[[ INFORMATION SUPPLIED, beginning ]]

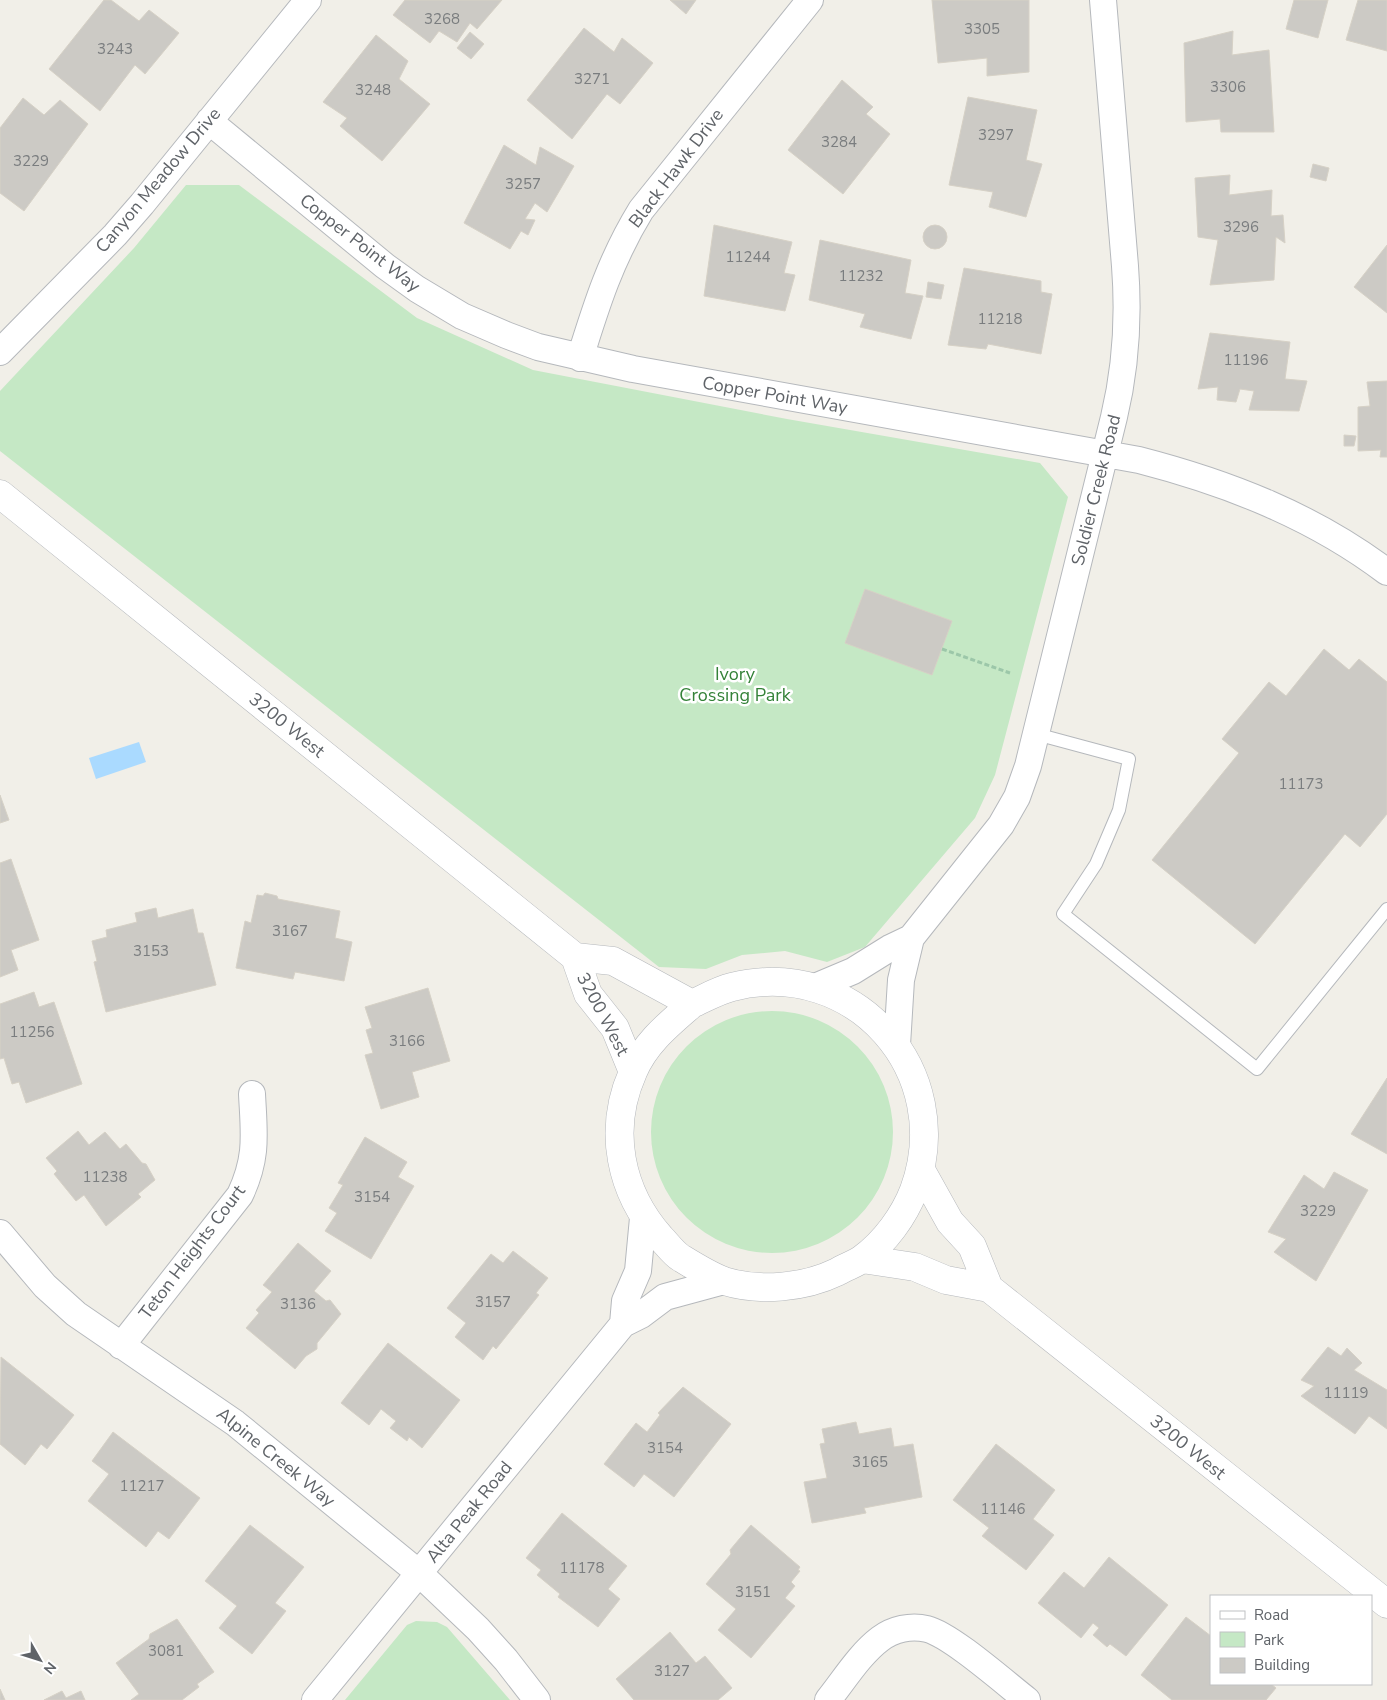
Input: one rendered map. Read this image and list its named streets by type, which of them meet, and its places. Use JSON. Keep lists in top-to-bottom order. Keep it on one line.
{"streets":{"street":["Black Hawk Drive","Canyon Meadow Drive","Copper Point Way","Soldier Creek Road","3200 West","Teton Heights Court","Alpine Creek Way","Alta Peak Road"]},"crossings":[["Black Hawk Drive","Copper Point Way"],["Canyon Meadow Drive","Copper Point Way"],["Copper Point Way","Soldier Creek Road"],["Soldier Creek Road","3200 West"],["3200 West","Alta Peak Road"],["Teton Heights Court","Alpine Creek Way"],["Alpine Creek Way","Alta Peak Road"]],"parks":["Ivory Crossing Park"],"house_numbers":["3268","3305","3243","3271","3306","3248","3297","3284","3229","3257","3296","11244","11232","11218","11196","11173","3167","3153","11256","3166","11238","3154","3229","3157","3136","11119","3154","3165","11217","11146","11178","3151","3081","3127"],"legend":["Road","Park","Building"],"north":"bottom right"}
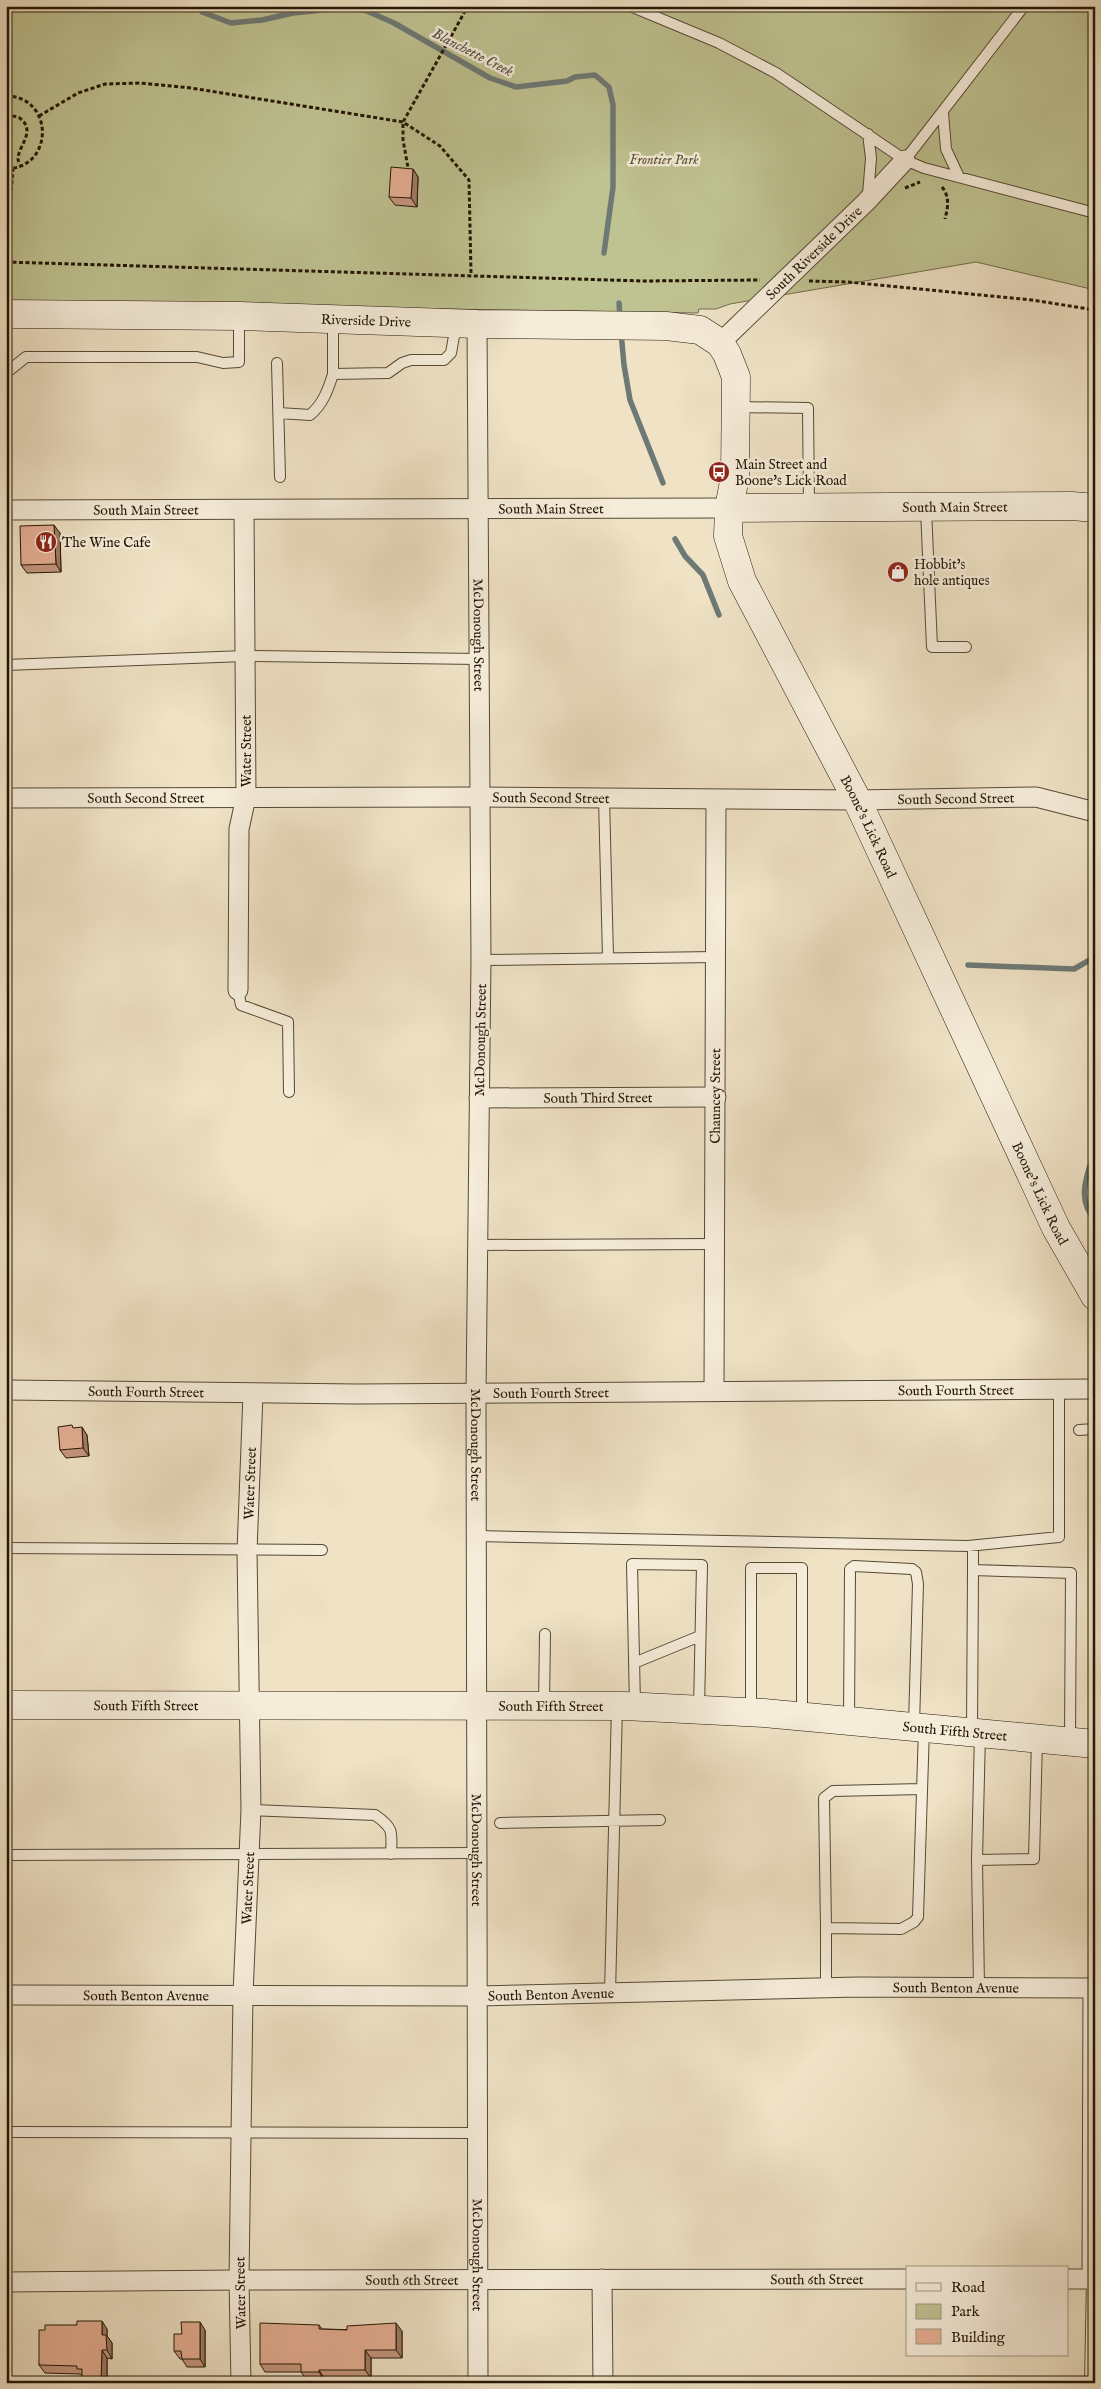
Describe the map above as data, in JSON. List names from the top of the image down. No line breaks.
{"streets":{"street":["South Riverside Drive","Riverside Drive","South Main Street","McDonough Street","Water Street","South Second Street","Boone's Lick Road","Chauncey Street","South Third Street","South Fourth Street","South Fifth Street","South Benton Avenue","South 6th Street"]},"crossings":[["South Riverside Drive","Riverside Drive"],["South Riverside Drive","Boone's Lick Road"],["Riverside Drive","McDonough Street"],["Riverside Drive","Boone's Lick Road"],["South Main Street","McDonough Street"],["South Main Street","Water Street"],["South Main Street","Boone's Lick Road"],["McDonough Street","South Second Street"],["McDonough Street","South Third Street"],["McDonough Street","South Fourth Street"],["McDonough Street","South Fifth Street"],["McDonough Street","South Benton Avenue"],["McDonough Street","South 6th Street"],["Water Street","South Second Street"],["Water Street","South Fourth Street"],["Water Street","South Fifth Street"],["Water Street","South Benton Avenue"],["Water Street","South 6th Street"],["South Second Street","Boone's Lick Road"],["South Second Street","Chauncey Street"],["Chauncey Street","South Third Street"],["Chauncey Street","South Fourth Street"]],"water":["Blanchette Creek"],"parks":["Frontier Park"],"places":{"bus stop":["Main Street and Boone's Lick Road"],"restaurant":["The Wine Cafe"],"shop":["Hobbit's hole antiques"]},"legend":["Road","Park","Building"]}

[[ INFORMATION SUPPLIED, end ]]

TRY IT:
Please repeat every line from the listing above exactly as it appears. Drop the pictures.

OUTPUT FOR THIS EXERCISE:
Input: one rendered map. Read this image and list its named streets by type, which of them meet, and its places. Use JSON. Keep lists in top-to-bottom order. Keep it on one line.
{"streets":{"street":["Black Hawk Drive","Canyon Meadow Drive","Copper Point Way","Soldier Creek Road","3200 West","Teton Heights Court","Alpine Creek Way","Alta Peak Road"]},"crossings":[["Black Hawk Drive","Copper Point Way"],["Canyon Meadow Drive","Copper Point Way"],["Copper Point Way","Soldier Creek Road"],["Soldier Creek Road","3200 West"],["3200 West","Alta Peak Road"],["Teton Heights Court","Alpine Creek Way"],["Alpine Creek Way","Alta Peak Road"]],"parks":["Ivory Crossing Park"],"house_numbers":["3268","3305","3243","3271","3306","3248","3297","3284","3229","3257","3296","11244","11232","11218","11196","11173","3167","3153","11256","3166","11238","3154","3229","3157","3136","11119","3154","3165","11217","11146","11178","3151","3081","3127"],"legend":["Road","Park","Building"],"north":"bottom right"}
Describe the map above as data, in JSON. List names from the top of the image down. No line breaks.
{"streets":{"street":["South Riverside Drive","Riverside Drive","South Main Street","McDonough Street","Water Street","South Second Street","Boone's Lick Road","Chauncey Street","South Third Street","South Fourth Street","South Fifth Street","South Benton Avenue","South 6th Street"]},"crossings":[["South Riverside Drive","Riverside Drive"],["South Riverside Drive","Boone's Lick Road"],["Riverside Drive","McDonough Street"],["Riverside Drive","Boone's Lick Road"],["South Main Street","McDonough Street"],["South Main Street","Water Street"],["South Main Street","Boone's Lick Road"],["McDonough Street","South Second Street"],["McDonough Street","South Third Street"],["McDonough Street","South Fourth Street"],["McDonough Street","South Fifth Street"],["McDonough Street","South Benton Avenue"],["McDonough Street","South 6th Street"],["Water Street","South Second Street"],["Water Street","South Fourth Street"],["Water Street","South Fifth Street"],["Water Street","South Benton Avenue"],["Water Street","South 6th Street"],["South Second Street","Boone's Lick Road"],["South Second Street","Chauncey Street"],["Chauncey Street","South Third Street"],["Chauncey Street","South Fourth Street"]],"water":["Blanchette Creek"],"parks":["Frontier Park"],"places":{"bus stop":["Main Street and Boone's Lick Road"],"restaurant":["The Wine Cafe"],"shop":["Hobbit's hole antiques"]},"legend":["Road","Park","Building"]}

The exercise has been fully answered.